_Your assignment_
Could you reproduce the material below exactly, from the line containing "Dump the readable" through its last line, and leave out everything else?

-------

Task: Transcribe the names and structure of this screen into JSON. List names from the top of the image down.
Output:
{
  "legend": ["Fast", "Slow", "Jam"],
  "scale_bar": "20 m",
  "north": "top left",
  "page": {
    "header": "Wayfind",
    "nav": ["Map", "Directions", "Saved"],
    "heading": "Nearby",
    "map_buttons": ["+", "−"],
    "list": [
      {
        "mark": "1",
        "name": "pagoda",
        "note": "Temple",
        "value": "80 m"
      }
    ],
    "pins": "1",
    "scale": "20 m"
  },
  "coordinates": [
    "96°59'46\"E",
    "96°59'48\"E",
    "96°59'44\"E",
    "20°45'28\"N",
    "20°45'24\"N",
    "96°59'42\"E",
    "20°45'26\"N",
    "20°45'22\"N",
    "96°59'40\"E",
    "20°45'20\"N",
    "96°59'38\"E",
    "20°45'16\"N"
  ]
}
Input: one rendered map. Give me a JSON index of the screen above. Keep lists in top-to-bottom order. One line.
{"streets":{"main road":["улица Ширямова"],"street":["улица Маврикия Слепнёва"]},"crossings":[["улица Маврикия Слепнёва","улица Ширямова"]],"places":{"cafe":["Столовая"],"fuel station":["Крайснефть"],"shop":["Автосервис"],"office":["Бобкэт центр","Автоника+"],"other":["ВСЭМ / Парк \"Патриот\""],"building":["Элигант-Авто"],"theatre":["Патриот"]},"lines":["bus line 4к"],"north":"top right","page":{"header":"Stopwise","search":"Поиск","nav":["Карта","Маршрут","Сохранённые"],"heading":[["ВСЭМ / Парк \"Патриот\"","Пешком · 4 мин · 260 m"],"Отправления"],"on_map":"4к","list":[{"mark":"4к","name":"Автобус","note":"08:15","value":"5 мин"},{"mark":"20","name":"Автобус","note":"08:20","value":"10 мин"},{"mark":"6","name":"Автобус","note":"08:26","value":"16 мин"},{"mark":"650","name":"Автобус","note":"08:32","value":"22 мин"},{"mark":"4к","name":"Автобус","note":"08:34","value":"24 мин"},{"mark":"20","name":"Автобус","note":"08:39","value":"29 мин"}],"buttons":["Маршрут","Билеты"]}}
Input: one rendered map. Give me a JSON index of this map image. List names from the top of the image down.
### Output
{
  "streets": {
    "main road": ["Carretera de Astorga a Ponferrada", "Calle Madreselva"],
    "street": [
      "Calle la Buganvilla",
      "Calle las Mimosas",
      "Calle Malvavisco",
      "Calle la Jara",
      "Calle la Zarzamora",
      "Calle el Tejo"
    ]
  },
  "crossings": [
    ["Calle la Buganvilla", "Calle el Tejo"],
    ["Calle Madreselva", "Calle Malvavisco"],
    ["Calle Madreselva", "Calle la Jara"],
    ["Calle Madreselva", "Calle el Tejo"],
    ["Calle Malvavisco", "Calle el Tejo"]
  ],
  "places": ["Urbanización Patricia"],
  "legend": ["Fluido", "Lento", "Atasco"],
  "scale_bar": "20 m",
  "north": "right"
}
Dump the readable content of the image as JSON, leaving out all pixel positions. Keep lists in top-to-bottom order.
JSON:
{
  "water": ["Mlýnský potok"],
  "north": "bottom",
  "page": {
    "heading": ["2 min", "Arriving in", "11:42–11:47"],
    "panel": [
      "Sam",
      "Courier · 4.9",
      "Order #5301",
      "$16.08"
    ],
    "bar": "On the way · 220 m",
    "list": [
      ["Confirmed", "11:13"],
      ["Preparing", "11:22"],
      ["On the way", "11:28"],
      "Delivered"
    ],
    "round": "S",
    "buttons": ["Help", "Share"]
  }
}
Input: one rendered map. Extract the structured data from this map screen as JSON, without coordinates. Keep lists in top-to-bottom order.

-------

_Output of the task_
Dump the readable content of the image as JSON, leaving out all pixel positions. Keep lists in top-to-bottom order.
JSON:
{
  "water": ["Mlýnský potok"],
  "north": "bottom",
  "page": {
    "heading": ["2 min", "Arriving in", "11:42–11:47"],
    "panel": [
      "Sam",
      "Courier · 4.9",
      "Order #5301",
      "$16.08"
    ],
    "bar": "On the way · 220 m",
    "list": [
      ["Confirmed", "11:13"],
      ["Preparing", "11:22"],
      ["On the way", "11:28"],
      "Delivered"
    ],
    "round": "S",
    "buttons": ["Help", "Share"]
  }
}
Input: one rendered map. Extract the structured data from this map screen as JSON, without coordinates. Keep lists in top-to-bottom order.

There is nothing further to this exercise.